Fiona OShea 2013-05-03

Greg we will update the misleading documentation.

We will also incorporate your use case into a feature enhancement discussion on this topic. Any resulting EHC tasks will be linked to this Jira. Thank you for your feedback.

Fiona OShea 2013-05-03

Can we fix docs in next site push? thanks Fiona

Fiona OShea 2013-05-03

server team - assigned to you until we have discussed what we want to do with this at a future date

Greg Adams 2013-05-03

Isn’t this actually a loss in functionality when compared to terracotta 3.7? Was localheap pinning removed for any particular reason?

ilevy 2013-05-03

We’ll try to pin down a clear picture of how this actually works now and whether it’s going to stick around (I had heard talk of it being evicted for good). Seems it’s being faulted for both the way it’s worked in 3.7.x and the way it’s working now. Once we’re flush with knowledge we’ll put the new info so users can get it.

Karen Quastler 2013-05-03

I can change the localMemory pinning definition, however the page already has this clarification:

http://www.terracotta.org/documentation/bigmemorymax/configuration/data-life#pinning-and-cache-sizing

For background, see DEV-8741 http://jira.terracotta.org/jira/browse/DEV-8741?focusedCommentId=71878&page=com.atlassian.jira.plugin.system.issuetabpanels:comment-tabpanel#comment-71878

Greg Adams 2013-05-04

Could someone please point to any documentation, forum/blog postings, or anything at all that explains what you’re saying about localmemory pinning? The behavior you’ve described, aggressively refetching entries from L2 when changes are made on another node, is the default behavior I would expect from a distributed cache. If you have 2 client nodes and are expecting write-behind caching to work, then the behavior you’re describing as being optionally enabled by localmemory pinning should be the default. Cache puts on any node should immediately be apparent in all nodes. Otherwise cache gets would potentially return stale data when data changed in L1 on another node happens to reside in L1 on the current node. Does big memory max not make this guarantee unless localmemory pinning is used?

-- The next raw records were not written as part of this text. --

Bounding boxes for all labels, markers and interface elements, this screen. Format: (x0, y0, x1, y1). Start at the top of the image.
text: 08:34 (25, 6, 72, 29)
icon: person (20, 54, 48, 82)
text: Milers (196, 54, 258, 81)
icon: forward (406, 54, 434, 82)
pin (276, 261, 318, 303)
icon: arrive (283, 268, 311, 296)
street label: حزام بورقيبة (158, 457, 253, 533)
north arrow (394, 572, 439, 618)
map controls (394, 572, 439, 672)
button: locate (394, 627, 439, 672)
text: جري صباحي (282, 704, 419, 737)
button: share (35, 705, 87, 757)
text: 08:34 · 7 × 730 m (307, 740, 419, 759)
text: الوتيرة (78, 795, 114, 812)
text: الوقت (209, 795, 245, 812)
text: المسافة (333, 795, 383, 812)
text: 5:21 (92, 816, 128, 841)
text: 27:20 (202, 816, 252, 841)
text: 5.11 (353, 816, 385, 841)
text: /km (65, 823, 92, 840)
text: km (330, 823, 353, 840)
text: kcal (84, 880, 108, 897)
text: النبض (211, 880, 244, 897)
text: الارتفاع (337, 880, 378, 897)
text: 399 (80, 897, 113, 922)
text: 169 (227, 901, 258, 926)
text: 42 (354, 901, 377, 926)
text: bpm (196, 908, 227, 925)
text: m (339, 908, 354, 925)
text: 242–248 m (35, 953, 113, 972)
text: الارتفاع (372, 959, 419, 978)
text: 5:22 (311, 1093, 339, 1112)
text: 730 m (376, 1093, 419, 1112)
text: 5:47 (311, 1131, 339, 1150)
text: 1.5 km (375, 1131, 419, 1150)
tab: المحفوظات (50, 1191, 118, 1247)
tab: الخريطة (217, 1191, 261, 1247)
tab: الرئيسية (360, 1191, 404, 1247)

Is this a difference from what terracotta 3.7 did?

Everywhere I see anything written about cache pinning, it’s in reference to keeping cache entries from being evicted from the specified tier.

http://terracotta.org/documentation/bigmemorymax/configuration/data-life#pinning-a-cache http://ehcache.org/documentation/configuration/data-life http://performanceterracotta.blogspot.com/2012/01/performance-benefits-of-pinned-cache.html http://terracotta.org/documentation/bigmemorygo/configuration/data-life#pinning-a-cache

Even the ehcache javadocs included with bigmemory max 4.0.0 for net.sf.ehcache.config.PinningConfiguration.store() and getStore() indicate the meaning I expected:

store

public PinningConfiguration store(PinningConfiguration.Store store) Set the lowest store from which elements must not be evicted from Parameters: store - the store Returns: this

getStore

public PinningConfiguration.Store getStore() Return the lowest store from which elements must not be evicted from Returns: the lowest store from which elements must not be evicted from

The company I work for is considering purchasing the full version of Big Memory Max, but this issue is a show stopper for us and I can’t imagine the way cache pinning has been explained to work being acceptable to anyone else.

Dustin McCartney 2013-05-07

Greg,

Pinning and consistency (puts on 1 node being visible on other nodes) are 2 unrelated concepts. Can you contact me directly and I’ll clarify? My email is: [email protected]

If you want, you can email me your phone number and we can talk… it would be good to understand what you are trying to do.

Thanks,

Dustin McCartney Sr. Solutions Architect Terracotta, Inc.

Karen Quastler 2013-06-18

Removed check from Doc Required checkbox, as all terracotta.org docs that reference pinning now describe the current implementation.